When applied to the world of automobiles, this digital twin concept is revolutionising our understanding of how each vehicle behaves throughout its entire life cycle. It allows for targeted interventions at just the right time and place, such as repairing a worn-out part instead of replacing an entire unit, or even optimising battery lifespan and recycling used batteries. The underlying idea is clear: prevention is better than cure. Now, imagine that every spare part can be easily identified and tracked. Data then becomes the driving force behind a circular economy, encouraging material recovery and reuse. This becomes even more powerful when integrated with blockchain technology, ensuring the authenticity and complete history of each component. From an industrial standpoint, the thorough analysis of this micro-data helps identify parts or systems prone to premature wear and tear. This, in turn, leads to continuous improvements in manufacturing processes, design quality, and, ultimately, the reliability of vehicles. It’s all about modeling, projection, and traceability, with data emerging as a vital ally in fostering sustainable maintenance practices.
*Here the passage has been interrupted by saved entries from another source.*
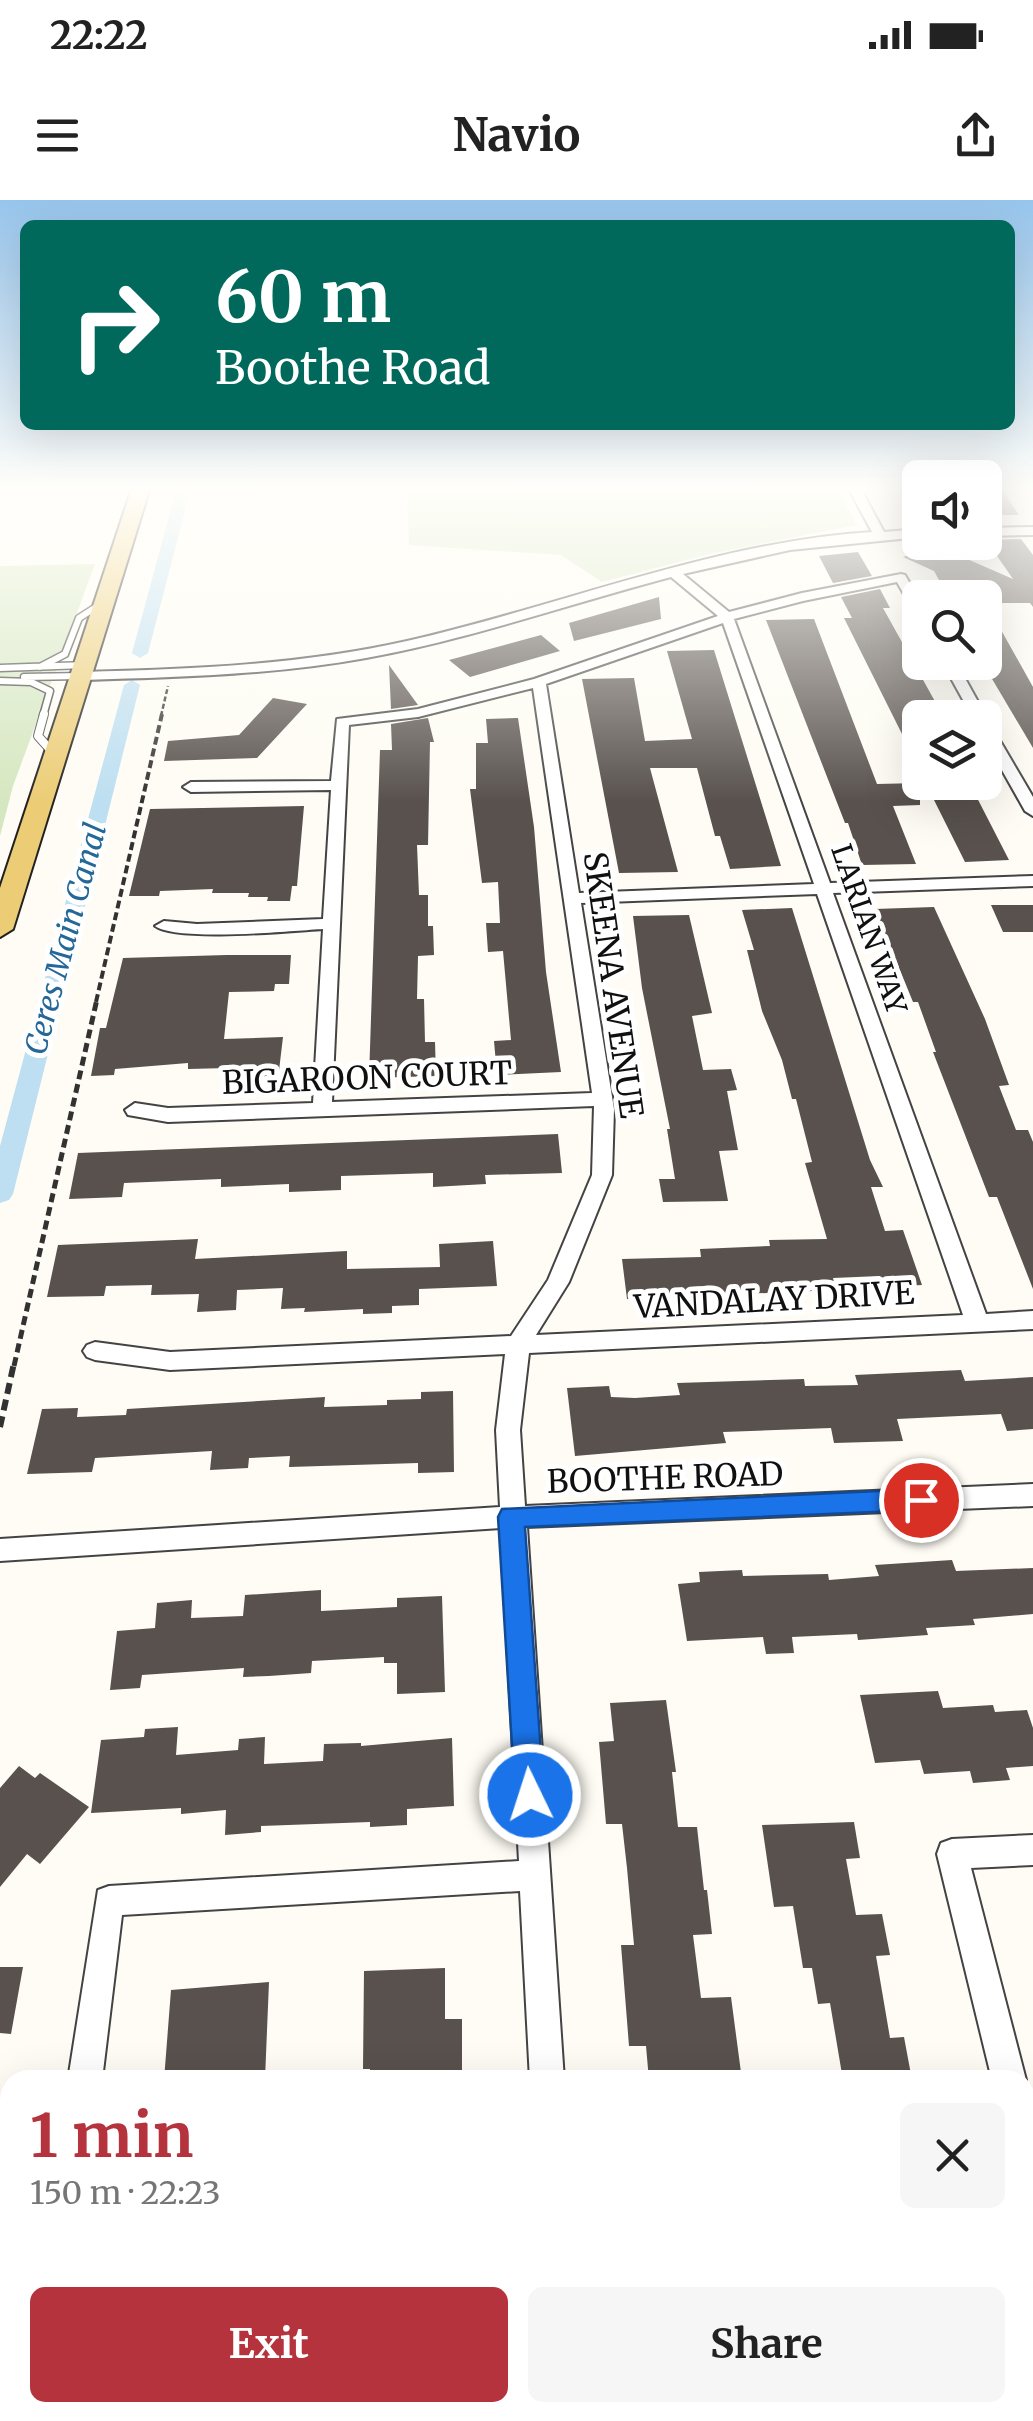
<!DOCTYPE html>
<html lang="en">
<head>
<meta charset="utf-8">
<style>
	body { margin:0; font-family:Merriweather,serif; background:#f6f6f6; color:#222; height:100vh; display:flex; flex-direction:column; font-size:38px; white-space:nowrap }
	* { box-sizing:border-box; margin:0 }
	p { font-size:32px; color:#767676 }
	.icon { flex:none; width:55px; height:55px; fill:none; stroke:currentColor; stroke-width:2; stroke-linecap:round; stroke-linejoin:round }
	.map { position:relative; flex:1; overflow:hidden }
	.panel { position:absolute; left:0px; top:1870px; width:1035px; height:352px; display:flex; flex-direction:column; background:#fff; border-radius:30px 30px 0 0; box-shadow:0 10px 40px #0002 }
	.panel>* { flex:none }
	.guide { position:absolute; left:20px; top:20px; width:995px; height:210px; border-radius:15px; box-shadow:0 10px 40px #0002; background:#00695c; color:#fff; overflow:hidden }
	.buttons { position:absolute; left:902px; top:260px; display:grid; gap:20px }
	.buttons a { display:grid; place-items:center; width:100px; height:100px; border-radius:15px; background:#fff; box-shadow:0 10px 40px #0002; font-size:50px }
	.pin { position:absolute; display:grid; place-items:center; width:85px; height:85px; color:#fff; margin:-42px; border:5px solid #fff; border-radius:50%; box-shadow:0 2px 10px #0007 }
	.me { position:absolute; width:110px; margin:-55px; rotate:356deg; stroke-linejoin:round; filter:drop-shadow(0 0 8px #0008) }
	.turn { display:flex; align-items:center; gap:35px; height:210px; padding:0 30px; font-size:45px }
	.turn .icon { width:130px; height:130px; stroke-width:2.5 }
	.turn b { display:block; font-size:70px; line-height:85px }
	.round { display:grid; place-items:center; flex:none; width:105px; height:105px; border-radius:15px; background:#f6f6f6 }
	.headline { display:flex; align-items:center; justify-content:space-between; height:170px; padding:0 30px }
	h1 { font-size:60px; font-weight:700; line-height:75px; color:#b5333d }
	.primary-button { display:flex; gap:20px; margin-top:auto; padding:20px 30px }
	.primary-button a { flex:1; height:115px; border-radius:15px; background:#b5333d; color:#fff; font-size:40px; font-weight:700; line-height:115px; text-align:center }
	.primary-button a+a { background:#f6f6f6; color:#222 }
	.status { display:flex; justify-content:space-between; align-items:center; height:70px; padding:0 50px; background:#fff; direction:ltr }
	.status svg { height:28px; fill:currentColor }
	header { display:flex; justify-content:space-between; align-items:center; height:130px; padding:0 30px; background:#fff; font-size:45px; font-weight:700 }
	.map>svg:first-child { display:block }
	.green { fill:#d5e7c0 }
	.lines { fill:none; stroke-linecap:round; stroke-linejoin:round }
	.canal { fill:#bddff1; fill-rule:evenodd }
	.building { fill:#58514d }
	.lane-far1-casing { stroke:#434343; stroke-width:9 }
	.lane-casing { stroke:#434343; stroke-width:10 }
	.street-casing { stroke:#434343; stroke-width:4 }
	.primary-casing { stroke:#212121; stroke-width:4 }
	.path-far3 { stroke:#323232; stroke-width:2.5; stroke-dasharray:5 2.5; stroke-linecap:butt }
	.path-far2 { stroke:#323232; stroke-width:4; stroke-dasharray:8 4; stroke-linecap:butt }
	.path-far1 { stroke:#323232; stroke-width:5; stroke-dasharray:9 5; stroke-linecap:butt }
	.path { stroke:#323232; stroke-width:6; stroke-dasharray:11 6; stroke-linecap:butt }
	.lane-far1 { stroke:#fff; stroke-width:6 }
	.lane { stroke:#fff; stroke-width:8 }
	.street { fill:#fff; fill-rule:evenodd }
	.primary { fill:#eccd76; fill-rule:evenodd }
	.route { fill:#1a73e8; stroke:#114b97; stroke-width:2.5 }
	.labels { text-anchor:middle; stroke-width:10; stroke-linejoin:round; paint-order:stroke }
	.far-street-label { font-size:28px; fill:#101010; stroke:#fff }
	.far-water-label { font-size:30px; font-style:italic; fill:#236898; stroke:#fff }
	.street-label { font-size:32px; fill:#101010; stroke:#fff }
</style>
</head>
<body>
<div class="status"><b>22:22</b><svg viewBox="0 0 49 12"><path d="M0 12V9h3v3zM5 12V6h3v6zM10 12V3h3v9zM15 12V0h3v12zM26 1h20v11H26zM47 4h2v5h-2z"/></svg></div>
<header><svg class="icon" aria-label="menu" viewBox="0 0 24 24"><path d="M4 6h16M4 12h16M4 18h16"/></svg>Navio<svg class="icon" aria-label="share" viewBox="0 0 24 24"><path d="M12 15V3M7 8l5-5 5 5M5 13v7h14v-7"/></svg></header>
<div class="map">
<svg width="1033" height="2221" viewBox="0 0 1033 2221">
	<rect width="100%" height="100%" fill="#fefcf4"/>
	<path class="green" d="M407,291h432l17,34 -146,29 -108,28 -41,-27 -152,-10z
		M95,364l-82,222 -13,50v-270z"/>
	<g class="lines">
		<path class="canal" d="M176,291h14l-42,162 -8,5 -8,-5z
			M132,480l8,5 -127,509 -4,6 -9,3v-57l124,-461z"/>
	</g>
	<path class="building" d="M985,291h18l16,24h-25l-9,-14z
		M1021,339l12,16v52l-3,-4h-44l47,84v61l-48,-81v-69h-36l-15,-27 -31,-14 32,-12 78,34 -27,-39z
		M858,352l14,24 -39,7 -14,-27z
		M880,389l10,19h-7l59,106 -22,4v52l-76,-152h8l-11,-21z
		M659,397l2,22 -87,22 -5,-18z
		M814,419l63,165 43,-1v22l-27,1 23,58 -54,1 -14,-42h-3l-79,-203z
		M541,435l19,16 -90,26 -21,-17z
		M714,450l67,216 -51,3 -10,-33h-5l-18,-68h-47l28,104 -59,1 -37,-194 52,-1 11,63 47,-2 -25,-88z
		M389,465l29,40 -27,4z
		M273,498l34,6 -50,54 -93,3 4,-20 71,-6z
		M428,518l6,24h-4l-2,103h-11l2,50h9v31h5l1,29 -16,1 -1,43h7l1,43h10l1,34 -67,2 11,-328h12l-1,-26z
		M518,518l16,109 12,145 15,100 -64,3 -3,-34 17,-1 -8,-89 -15,1 -2,-29h14l-2,-41 -16,1 -12,-94h6v-46h12l-2,-24z
		M925,582h41l6,6 37,72 -44,2z
		M304,606l-7,80h-5l-2,15h-23l1,-4h-20l1,-4h-37l1,-4 -53,2 -1,5h-30l21,-87z
		M991,705h42v27h-30z
		M934,707l51,112 24,66 -10,1 17,44h12l5,12v147l-36,-92h-8l-56,-145h3l-18,-50h-5l-38,-93z
		M792,708l78,252 13,27h-12l14,44 18,-1 19,55 -39,2 -3,-11 -47,2 3,12 -209,9 -5,-40 79,-2 -1,-8 70,-3 -1,-6 58,-1 -22,-76 7,-1 -16,-63h-4l-10,-39 -20,-49 -15,-61h7l-12,-40z
		M689,715l23,98 -20,3 11,54 28,-1 6,21 -10,1 11,59 -19,1 9,50 -65,1 -4,-23h16l-8,-50h3l-28,-141 -9,-72z
		M227,755h64l-2,29h-14l-1,7 -45,1 -5,47 59,-2 -5,42 -30,1 1,-7 -22,1 1,-6 -40,1v-6l-73,6 -1,6 -23,1 9,-48h6l17,-70z
		M558,934l4,39 -77,2 1,9 -53,3v-14l-92,3v14l-52,2v-8l-68,3v-8l-97,4 -2,14 -53,2 9,-46z
		M198,1039l-3,20 152,-8v18l93,-2 -1,-23 54,-3 4,45 -78,3v16l-27,1v7l-29,1v-5l-59,3 1,-4 -24,1 2,-21 -46,2 -1,20 -39,2 2,-18 -48,1 1,-10 -46,1 -2,10 -57,1 11,-52z
		M961,1170l4,11 68,-4v52l-26,2 -6,-17 -104,5 6,22 -69,2 -3,-15 -108,4 3,11 -151,13 -8,-68 42,-2 2,11 24,1 45,-3 -3,-12 127,-4 1,7 53,-1 -3,-10z
		M453,1191l1,81 -36,1v-10l-129,4 1,-11 -41,2 -1,10 -38,2 2,-19 -117,7 -3,14 -65,2 15,-65 36,-1 -1,9 49,-2 1,-6 198,-12 -1,10 63,-2v-5l34,-1v-7z
		M952,1360l4,11 77,-3v46l-60,5 2,6 -49,3 2,7 -70,5 -1,-6 -65,3 2,16 -28,1 -3,-17 -76,4 -9,-57 22,-2 -1,-10 43,-2 1,6 85,-2 1,6 50,-4 -4,-11z
		M321,1390v21l76,-4v-9l45,-2 3,96 -48,2v-31h-13v-6l-72,4 -1,12 -42,3 -26,1 1,-9 -102,7 -2,13 -30,2 7,-59 38,-3 2,-25 35,-3 -1,18 52,-2 2,-21z
		M938,1491l5,17 50,-3 2,7 32,-2 6,18v38l-27,2 4,12 -37,3 -3,-12 -46,3 -4,-14 -45,3 -15,-68z
		M666,1500l10,72h-4l6,55h19l7,63h3l5,44 -19,1 8,63 30,-1 11,83h-93l-3,-34h-17l-8,-101h13l-7,-77 -5,-44h-16l-7,-82 15,-1 -4,-38z
		M178,1527l-2,28 62,-5 1,-11 26,-2 -1,27 59,-3 1,-17 37,-1v3l91,-8 2,68 -47,3v16l-37,2v-5l-109,4v6l-36,3 1,-25 -45,4v-6l-90,5 10,-73 43,-3 1,-8z
		M19,1566l16,12 5,-5 49,34 -49,57 -13,-10 -27,33v-99z
		M854,1622l6,36 -14,1 10,56 26,-1 8,41 -14,1 14,82 14,-1 8,43h-69l-13,-77 -12,1 -6,-36h-9l-10,-62 -19,1 -12,-82z
		M0,1767h23l-12,67 -11,-1z
		M445,1768v51h17v61h-92v-11h-7l1,-98z
		M269,1782l-4,97 -101,1 7,-90z"/>
	<g class="lines">
		<g class="lane-far1-casing">
			<path id="lane-far1" d="M40,467l25,-13 14,-36 25,-16
				M0,468l86,-3
				M24,477l57,-1
				M0,481l31,1 19,9 -7,25"/>
		</g>
		<g class="lane-casing">
			<path id="lane" d="M44,514l-6,22 17,19"/>
		</g>
		<g class="street-casing">
			<path id="street" d="M850,291h12l22,41 36,-3v8l-130,13 -107,24 46,38 73,-19 99,-19 4,1 15,26v15l-6,-4 -17,-30 -94,19 -69,18 96,264 203,-7v10l-200,7 153,421 47,-3v18l-504,24 -9,77 5,76 508,-22v22l-506,21 37,553h-34l-10,-189 -398,24 -20,165h-34l30,-190 11,-4 410,-25 -18,-333 -501,33v-22l500,-32 -4,-77 9,-76 -335,16 -75,-10 -8,-3 -4,-6 4,-6 8,-3 75,10 341,-16 37,-56 44,-105 2,-69 -426,16 -40,-7 -3,-5 10,-7 33,5 145,-5 10,-174c-33,2 -146,13 -168,-3l9,-5 33,3 126,-5 8,-129 -140,2 -8,-5 8,-5 140,-1 6,-62 81,-10 116,-30 184,-63 -47,-39c-102,27 -201,62 -305,81 -93,17 -188,19 -283,22l-7,-4 7,-4c109,-3 218,-7 324,-31 155,-35 306,-99 465,-109zM723,423l91,261 -235,9 -33,-209zM533,488l59,405 -260,9 17,-377 69,-8zM817,694l146,421 -427,20 33,-53 43,-107 2,-66 -33,-206z
				M1033,327v8l-48,1v-8z
				M942,462h14l31,56 -2,3v-3h-12z
				M985,523l7,4 41,70v19l-8,-5 -40,-71z
				M1033,1635v30l-62,3 55,212h-34l-55,-226 4,-11 11,-4z
				M1025,1927l8,3v62l-8,-3z
				M23,2212h38l-2,9h-38z
				M547,2212h38l1,9h-38z"/>
		</g>
		<g class="primary-casing">
			<path id="primary" d="M131,291h18l-136,438 -13,8v-49z"/>
		</g>
		<path class="path-far3" d="M161,516l7,-30"/>
		<path class="path-far2" d="M96,802l66,-288"/>
		<path class="path-far1" d="M14,1166l83,-367"/>
		<path class="path" d="M0,1227l14,-64"/>
		<use href="#lane-far1" class="lane-far1"/>
		<use href="#lane" class="lane"/>
		<use href="#street" class="street"/>
		<use href="#primary" class="primary"/>
	</g>
	<linearGradient id="sky" x2="0" y2="1"><stop stop-color="#97c5ec"/><stop offset="0.48" stop-color="#fffefa"/><stop offset="1" stop-color="#fffefa" stop-opacity="0"/></linearGradient>
	<rect width="1033" height="602" fill="url(#sky)"/>
	<path class="route" d="M921,1289l9,3 4,8 -4,7 -9,3 -396,17 19,268 -4,10 -10,5 -11,-5 -4,-10 -17,-278 4,-8z"/>
	<g class="labels">
		<g class="far-street-label">
			<text transform="translate(869 729) rotate(71)" y="10">LARIAN WAY</text>
		</g>
		<g class="far-water-label">
			<text transform="translate(66 739) rotate(-75)" y="10">Ceres Main Canal</text>
		</g>
		<g class="street-label">
			<text transform="translate(613 785) rotate(82)" y="11">SKEENA AVENUE</text>
			<text transform="translate(367 878) rotate(-2)" y="11">BIGAROON COURT</text>
			<text transform="translate(774 1100) rotate(-3)" y="11">VANDALAY DRIVE</text>
			<text transform="translate(665 1278) rotate(-2)" y="11">BOOTHE ROAD</text>
		</g>
	</g>
</svg>
<div class="buttons">
<a><svg class="icon" aria-label="sound" viewBox="0 0 24 24"><path d="M4 9h4l5-4v14l-5-4H4zM17 9q2 3 0 6"/></svg></a>
<a><svg class="icon" aria-label="search" viewBox="0 0 24 24"><circle cx="10" cy="10" r="6"/><path d="M15 15l6 6"/></svg></a>
<a><svg class="icon" aria-label="layers" viewBox="0 0 24 24"><path d="M12 4l9 5-9 5-9-5zM3 14l9 5 9-5"/></svg></a>
</div>
<div class="pin" style="left:921px;top:1300px;background:#d93025"><svg class="icon" aria-label="arrive" viewBox="0 0 24 24"><path d="M6 21V4h12l-3 4 3 4H6"/></svg></div>
<svg class="me" style="left:530px;top:1595px" viewBox="-20 -20 40 40"><circle r="17" fill="#1a73e8" stroke="#fff" stroke-width="3"/><path d="M0-11L8 9 0 5-8 9z" fill="#fff"/></svg>
<div class="guide">
<div class="turn"><svg class="icon" aria-label="right" viewBox="0 0 24 24"><path d="M7 20v-9h11M14 6l5 5-5 5"/></svg><div><b>60 m</b>Boothe Road</div></div>
</div>
<section class="panel">
<div class="headline"><div><h1>1 min</h1><p>150 m · 22:23</p></div><a class="round"><svg class="icon" aria-label="close" viewBox="0 0 24 24"><path d="M6 6l12 12M18 6L6 18"/></svg></a></div>
<div class="primary-button"><a>Exit</a><a>Share</a></div>
</section>
</div>
</body>
</html>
One of the remarkable aspects of data is its versatility, allowing it to easily adapt to various forms. This adaptability has led to its close relationship with virtual worlds, a realm that the automotive industry couldn’t resist embracing. By combining individual vehicle data, 3D modeling, and remote assistance, virtual or augmented reality headsets become intriguing tools for a ‘hands-on’ approach to maintenance. This approach allows technicians to dive deep into the vehicle’s systems, identifying anomalies and potential issues, all while providing remote diagnostics. Even more impressively, drivers themselves could take direct action based on these remote recommendations. It translates to saved time, fewer trips, and, ultimately, cost savings.
From driving tips to ‘self-service’ repairs and optimised maintenance schedules to personalised mobility offerings, innovations driven by data—or more precisely, its smart utilisation—are plentiful. Many, perhaps, are yet to be unveiled. Beyond providing the enhanced driving experiences and safety we’ve now come to expect, this data also opens up opportunities in the realms of prevention and maintenance. Digital data unveils what often eludes the naked eye within the intricate world of mobility: the countless interactions between a vehicle, its driver, and the road. As a result, it has the potential to become paramount in ensuring the overall performance of the ecosystem… while allowing drivers to relish the pure pleasure of being behind the wheel.